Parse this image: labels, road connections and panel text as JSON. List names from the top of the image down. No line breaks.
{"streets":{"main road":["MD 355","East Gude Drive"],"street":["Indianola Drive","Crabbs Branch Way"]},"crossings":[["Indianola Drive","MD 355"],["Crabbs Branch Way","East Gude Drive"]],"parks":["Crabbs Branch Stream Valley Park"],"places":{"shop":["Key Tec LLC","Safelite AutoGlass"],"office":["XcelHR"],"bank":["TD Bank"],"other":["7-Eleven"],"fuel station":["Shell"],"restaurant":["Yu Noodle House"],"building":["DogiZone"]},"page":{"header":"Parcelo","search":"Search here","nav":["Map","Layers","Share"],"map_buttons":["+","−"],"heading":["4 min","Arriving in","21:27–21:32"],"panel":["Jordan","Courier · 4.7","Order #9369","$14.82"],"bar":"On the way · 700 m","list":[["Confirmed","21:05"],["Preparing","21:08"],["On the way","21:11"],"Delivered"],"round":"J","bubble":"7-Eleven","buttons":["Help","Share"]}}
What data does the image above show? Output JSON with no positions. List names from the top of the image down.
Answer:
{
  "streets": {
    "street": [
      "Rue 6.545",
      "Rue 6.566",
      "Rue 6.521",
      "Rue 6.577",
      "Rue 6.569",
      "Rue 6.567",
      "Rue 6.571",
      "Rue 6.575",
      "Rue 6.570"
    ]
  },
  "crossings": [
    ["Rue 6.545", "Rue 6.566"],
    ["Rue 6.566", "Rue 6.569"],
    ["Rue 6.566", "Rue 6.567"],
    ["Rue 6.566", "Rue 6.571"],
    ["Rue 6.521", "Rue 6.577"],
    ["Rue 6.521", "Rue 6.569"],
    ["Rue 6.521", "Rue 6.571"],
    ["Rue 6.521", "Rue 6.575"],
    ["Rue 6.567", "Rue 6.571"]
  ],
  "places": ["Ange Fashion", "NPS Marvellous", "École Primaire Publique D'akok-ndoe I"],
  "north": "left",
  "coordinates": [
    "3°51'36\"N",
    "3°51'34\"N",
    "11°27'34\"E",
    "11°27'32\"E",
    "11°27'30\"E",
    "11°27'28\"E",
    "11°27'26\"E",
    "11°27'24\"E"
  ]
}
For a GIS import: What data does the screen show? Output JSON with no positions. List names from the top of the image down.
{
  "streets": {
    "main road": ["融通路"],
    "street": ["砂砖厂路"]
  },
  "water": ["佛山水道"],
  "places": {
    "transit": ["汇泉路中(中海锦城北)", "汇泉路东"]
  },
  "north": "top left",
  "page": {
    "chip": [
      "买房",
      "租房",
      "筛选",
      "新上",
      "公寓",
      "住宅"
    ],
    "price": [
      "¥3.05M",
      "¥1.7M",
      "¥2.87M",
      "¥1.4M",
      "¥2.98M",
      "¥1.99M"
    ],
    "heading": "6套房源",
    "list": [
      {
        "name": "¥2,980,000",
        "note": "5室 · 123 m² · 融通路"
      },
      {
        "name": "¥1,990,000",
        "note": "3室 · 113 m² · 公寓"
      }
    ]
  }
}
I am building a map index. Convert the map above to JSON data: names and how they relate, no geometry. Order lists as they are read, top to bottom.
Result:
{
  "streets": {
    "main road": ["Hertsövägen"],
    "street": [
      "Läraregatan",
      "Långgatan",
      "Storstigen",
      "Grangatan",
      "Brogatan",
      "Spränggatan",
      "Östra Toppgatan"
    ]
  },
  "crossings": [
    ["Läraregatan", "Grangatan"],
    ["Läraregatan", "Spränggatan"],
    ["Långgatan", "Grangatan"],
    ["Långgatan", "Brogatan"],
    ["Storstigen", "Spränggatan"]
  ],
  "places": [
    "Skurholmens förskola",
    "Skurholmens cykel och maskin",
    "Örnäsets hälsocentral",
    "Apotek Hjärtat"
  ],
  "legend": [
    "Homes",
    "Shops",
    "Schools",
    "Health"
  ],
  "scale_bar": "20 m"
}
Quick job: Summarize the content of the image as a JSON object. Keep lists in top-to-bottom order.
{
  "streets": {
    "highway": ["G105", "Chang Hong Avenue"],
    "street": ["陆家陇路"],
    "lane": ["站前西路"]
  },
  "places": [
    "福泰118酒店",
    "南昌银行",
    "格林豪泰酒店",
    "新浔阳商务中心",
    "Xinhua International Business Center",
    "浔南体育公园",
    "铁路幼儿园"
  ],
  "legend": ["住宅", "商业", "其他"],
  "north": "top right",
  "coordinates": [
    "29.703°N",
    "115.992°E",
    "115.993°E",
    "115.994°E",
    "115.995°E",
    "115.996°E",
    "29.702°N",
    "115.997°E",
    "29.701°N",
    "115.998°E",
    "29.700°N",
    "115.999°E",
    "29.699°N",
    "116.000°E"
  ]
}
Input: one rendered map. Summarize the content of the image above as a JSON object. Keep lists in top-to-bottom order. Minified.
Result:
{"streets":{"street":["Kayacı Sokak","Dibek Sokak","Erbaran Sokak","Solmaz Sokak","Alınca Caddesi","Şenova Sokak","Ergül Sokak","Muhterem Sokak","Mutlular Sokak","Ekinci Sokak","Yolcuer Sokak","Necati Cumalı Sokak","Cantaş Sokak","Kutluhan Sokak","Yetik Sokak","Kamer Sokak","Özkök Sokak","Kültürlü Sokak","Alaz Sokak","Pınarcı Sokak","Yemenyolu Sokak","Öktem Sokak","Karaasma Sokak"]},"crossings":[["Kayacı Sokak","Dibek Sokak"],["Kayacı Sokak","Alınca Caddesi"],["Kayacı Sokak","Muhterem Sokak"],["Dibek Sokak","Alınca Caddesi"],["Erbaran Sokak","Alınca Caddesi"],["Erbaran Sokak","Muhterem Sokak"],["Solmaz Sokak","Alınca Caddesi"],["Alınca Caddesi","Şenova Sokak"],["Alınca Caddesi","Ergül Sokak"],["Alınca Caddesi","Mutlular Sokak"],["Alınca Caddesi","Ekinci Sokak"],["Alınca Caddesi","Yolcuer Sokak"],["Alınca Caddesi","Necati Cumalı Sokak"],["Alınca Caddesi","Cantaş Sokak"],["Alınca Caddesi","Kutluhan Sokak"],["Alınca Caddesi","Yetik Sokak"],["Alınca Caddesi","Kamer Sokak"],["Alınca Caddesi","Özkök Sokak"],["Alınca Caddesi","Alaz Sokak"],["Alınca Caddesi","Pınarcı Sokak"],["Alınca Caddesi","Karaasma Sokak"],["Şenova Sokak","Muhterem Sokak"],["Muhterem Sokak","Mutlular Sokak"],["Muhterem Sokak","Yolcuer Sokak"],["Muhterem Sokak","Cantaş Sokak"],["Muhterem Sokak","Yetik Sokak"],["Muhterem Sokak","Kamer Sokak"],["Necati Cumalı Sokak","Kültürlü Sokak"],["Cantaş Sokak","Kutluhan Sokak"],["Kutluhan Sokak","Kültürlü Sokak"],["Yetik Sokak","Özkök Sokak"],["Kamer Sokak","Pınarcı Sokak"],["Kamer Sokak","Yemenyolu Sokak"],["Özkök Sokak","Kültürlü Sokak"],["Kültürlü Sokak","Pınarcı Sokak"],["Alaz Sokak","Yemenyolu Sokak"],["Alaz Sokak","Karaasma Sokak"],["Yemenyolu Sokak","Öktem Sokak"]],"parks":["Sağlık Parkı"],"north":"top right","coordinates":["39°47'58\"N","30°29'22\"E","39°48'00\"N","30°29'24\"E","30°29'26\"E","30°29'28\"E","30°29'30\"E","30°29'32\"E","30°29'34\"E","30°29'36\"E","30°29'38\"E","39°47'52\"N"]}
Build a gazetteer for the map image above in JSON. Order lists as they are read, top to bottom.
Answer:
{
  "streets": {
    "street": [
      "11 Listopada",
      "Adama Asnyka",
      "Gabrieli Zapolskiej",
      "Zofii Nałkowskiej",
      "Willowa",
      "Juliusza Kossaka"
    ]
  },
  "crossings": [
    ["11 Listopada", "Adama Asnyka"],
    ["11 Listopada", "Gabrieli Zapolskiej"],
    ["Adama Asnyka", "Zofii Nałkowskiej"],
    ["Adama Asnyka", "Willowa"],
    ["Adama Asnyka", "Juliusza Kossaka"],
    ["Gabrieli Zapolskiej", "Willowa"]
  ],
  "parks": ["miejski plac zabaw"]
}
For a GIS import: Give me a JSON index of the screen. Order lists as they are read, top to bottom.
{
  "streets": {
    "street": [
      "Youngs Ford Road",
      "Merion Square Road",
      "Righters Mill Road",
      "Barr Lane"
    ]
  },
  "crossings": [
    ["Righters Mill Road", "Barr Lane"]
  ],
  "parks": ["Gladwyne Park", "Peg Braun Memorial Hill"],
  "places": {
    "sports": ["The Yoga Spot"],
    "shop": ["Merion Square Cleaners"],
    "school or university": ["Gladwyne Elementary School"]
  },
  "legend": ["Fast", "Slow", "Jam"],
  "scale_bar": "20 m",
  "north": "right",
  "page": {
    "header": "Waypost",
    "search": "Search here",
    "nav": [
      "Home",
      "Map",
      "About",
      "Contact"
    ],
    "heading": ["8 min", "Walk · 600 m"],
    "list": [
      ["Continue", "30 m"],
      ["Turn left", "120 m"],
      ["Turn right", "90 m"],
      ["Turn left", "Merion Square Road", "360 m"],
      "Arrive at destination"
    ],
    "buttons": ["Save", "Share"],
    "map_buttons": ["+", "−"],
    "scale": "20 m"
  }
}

______

→ Aim of the task
Exact reproduction is required: output the lines from the start of the entries above through the line with "What data does the image".

→ Task answer
Parse this image: labels, road connections and panel text as JSON. List names from the top of the image down. No line breaks.
{"streets":{"main road":["MD 355","East Gude Drive"],"street":["Indianola Drive","Crabbs Branch Way"]},"crossings":[["Indianola Drive","MD 355"],["Crabbs Branch Way","East Gude Drive"]],"parks":["Crabbs Branch Stream Valley Park"],"places":{"shop":["Key Tec LLC","Safelite AutoGlass"],"office":["XcelHR"],"bank":["TD Bank"],"other":["7-Eleven"],"fuel station":["Shell"],"restaurant":["Yu Noodle House"],"building":["DogiZone"]},"page":{"header":"Parcelo","search":"Search here","nav":["Map","Layers","Share"],"map_buttons":["+","−"],"heading":["4 min","Arriving in","21:27–21:32"],"panel":["Jordan","Courier · 4.7","Order #9369","$14.82"],"bar":"On the way · 700 m","list":[["Confirmed","21:05"],["Preparing","21:08"],["On the way","21:11"],"Delivered"],"round":"J","bubble":"7-Eleven","buttons":["Help","Share"]}}
What data does the image above show? Output JSON with no positions. List names from the top of the image down.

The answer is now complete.